Exercise details
Extract, exactly and without pictures, every line from the one that includes "Dump the readable" through the final line of the material below.

+===+

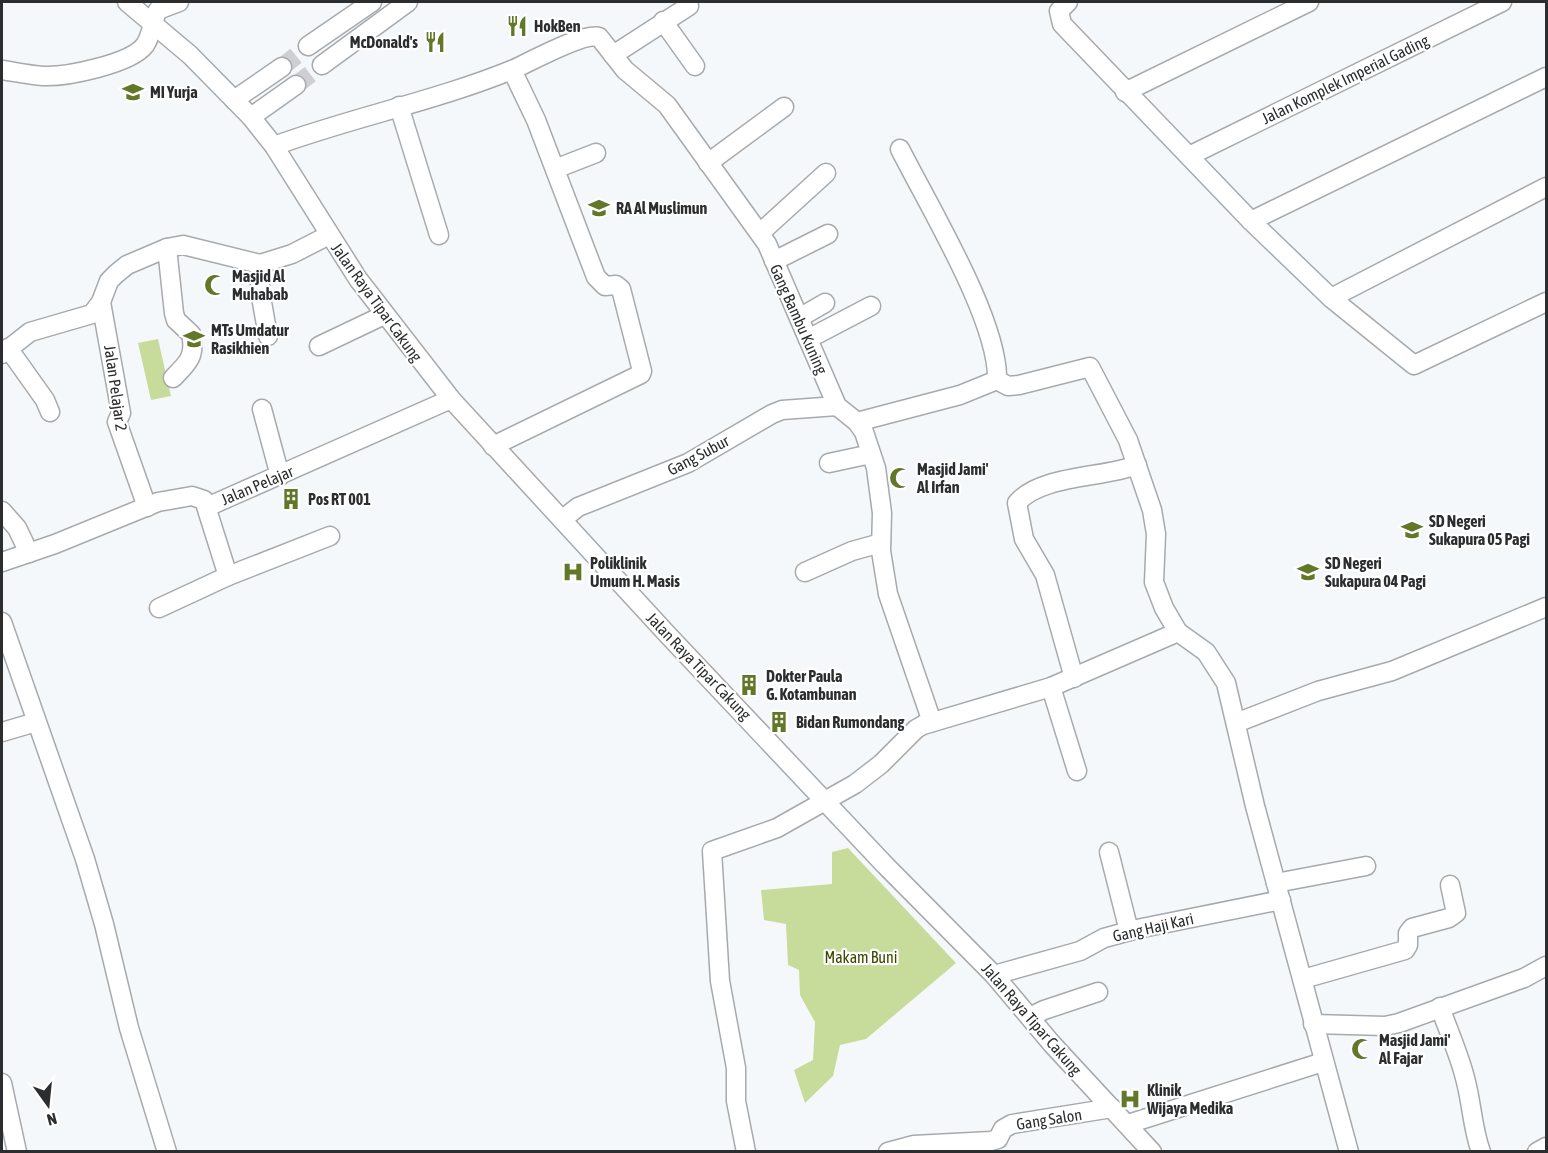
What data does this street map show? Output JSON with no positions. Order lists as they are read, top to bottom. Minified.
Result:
{"streets":{"street":["Jalan Komplek Imperial Gading","Jalan Raya Tipar Cakung","Gang Bambu Kuning","Jalan Pelajar 2","Gang Subur","Jalan Pelajar","Gang Haji Kari","Gang Salon"]},"crossings":[["Jalan Raya Tipar Cakung","Gang Subur"],["Jalan Raya Tipar Cakung","Jalan Pelajar"],["Jalan Raya Tipar Cakung","Gang Haji Kari"],["Jalan Raya Tipar Cakung","Gang Salon"],["Gang Bambu Kuning","Gang Subur"],["Jalan Pelajar 2","Jalan Pelajar"]],"parks":["Makam Buni"],"places":{"restaurant":["HokBen","McDonald's"],"school or university":["MI Yurja","RA Al Muslimun","MTs Umdatur Rasikhien","SD Negeri Sukapura 05 Pagi","SD Negeri Sukapura 04 Pagi"],"mosque":["Masjid Al Muhabab","Masjid Jami' Al Irfan","Masjid Jami' Al Fajar"],"building":["Pos RT 001","Dokter Paula G. Kotambunan","Bidan Rumondang"],"hospital":["Poliklinik Umum H. Masis","Klinik Wijaya Medika"]},"north":"bottom"}
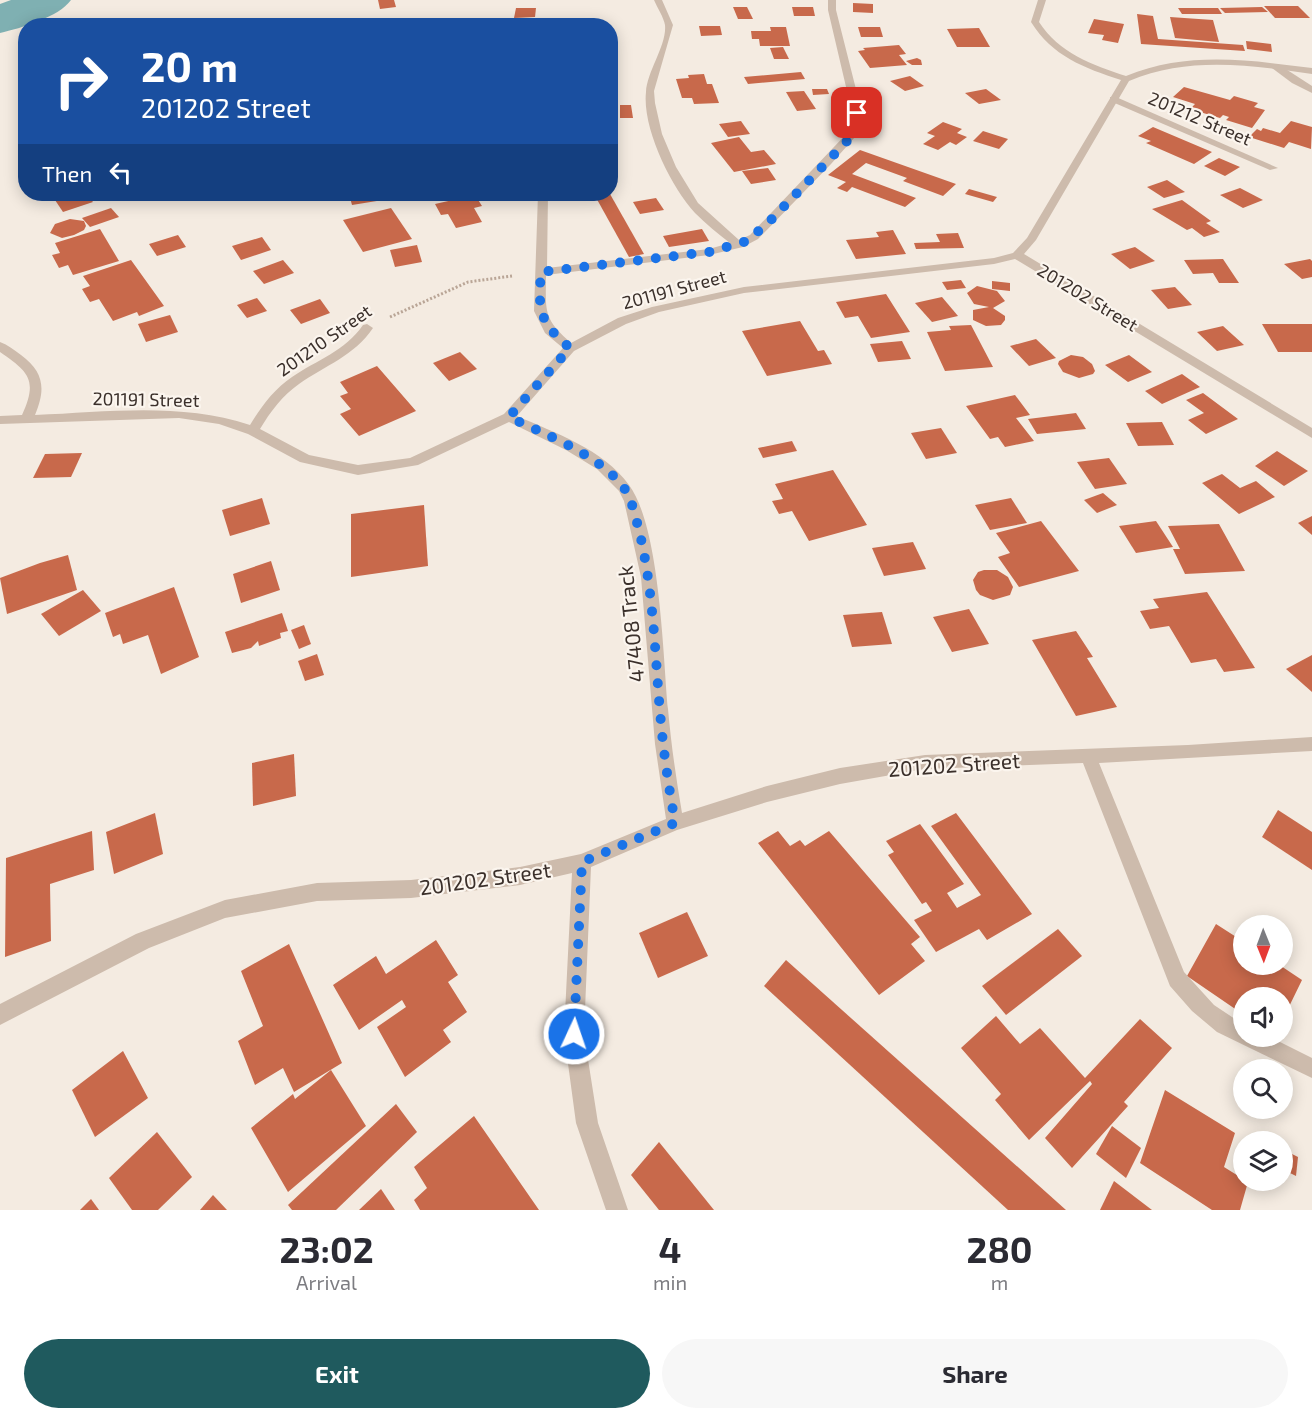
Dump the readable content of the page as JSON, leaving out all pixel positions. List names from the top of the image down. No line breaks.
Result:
{"streets":{"street":["201212 Street","201191 Street","201202 Street","201210 Street","47408 Track"]},"crossings":[["201191 Street","201202 Street"],["201191 Street","201210 Street"],["201191 Street","47408 Track"],["201202 Street","47408 Track"]],"north":"bottom","page":{"turn":["20 m","201202 Street"],"then":"Then","eta":["23:02","Arrival","4","min","280","m"],"buttons":["Exit","Share"]}}
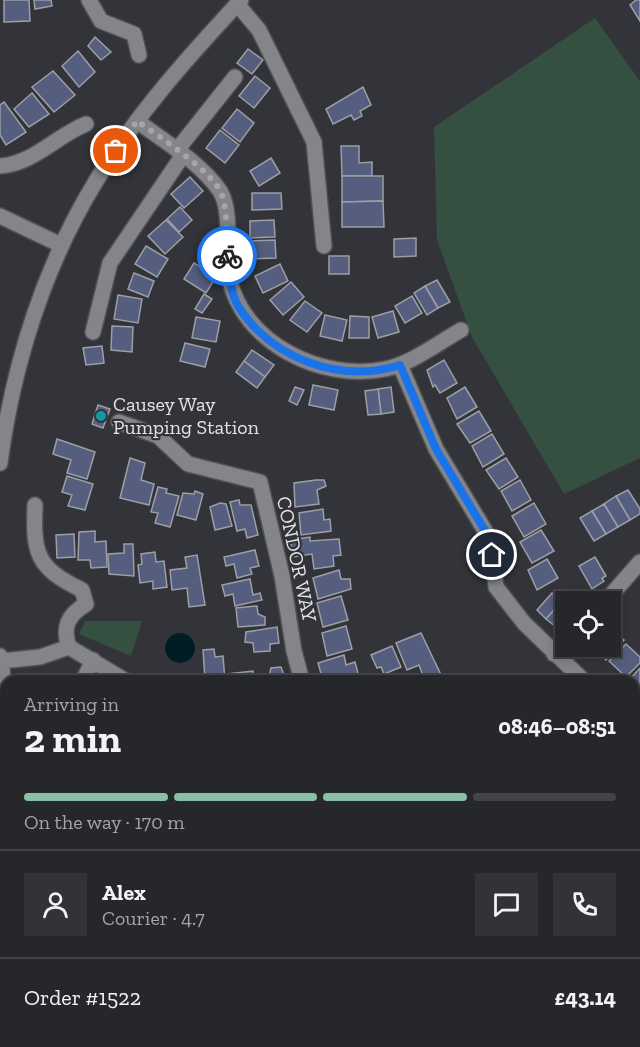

+===+

Answer to the problem
Dump the readable content of the page as JSON, leaving out all pixel positions. List names from the top of the image down. No line breaks.
Result:
{"streets":{"street":["201212 Street","201191 Street","201202 Street","201210 Street","47408 Track"]},"crossings":[["201191 Street","201202 Street"],["201191 Street","201210 Street"],["201191 Street","47408 Track"],["201202 Street","47408 Track"]],"north":"bottom","page":{"turn":["20 m","201202 Street"],"then":"Then","eta":["23:02","Arrival","4","min","280","m"],"buttons":["Exit","Share"]}}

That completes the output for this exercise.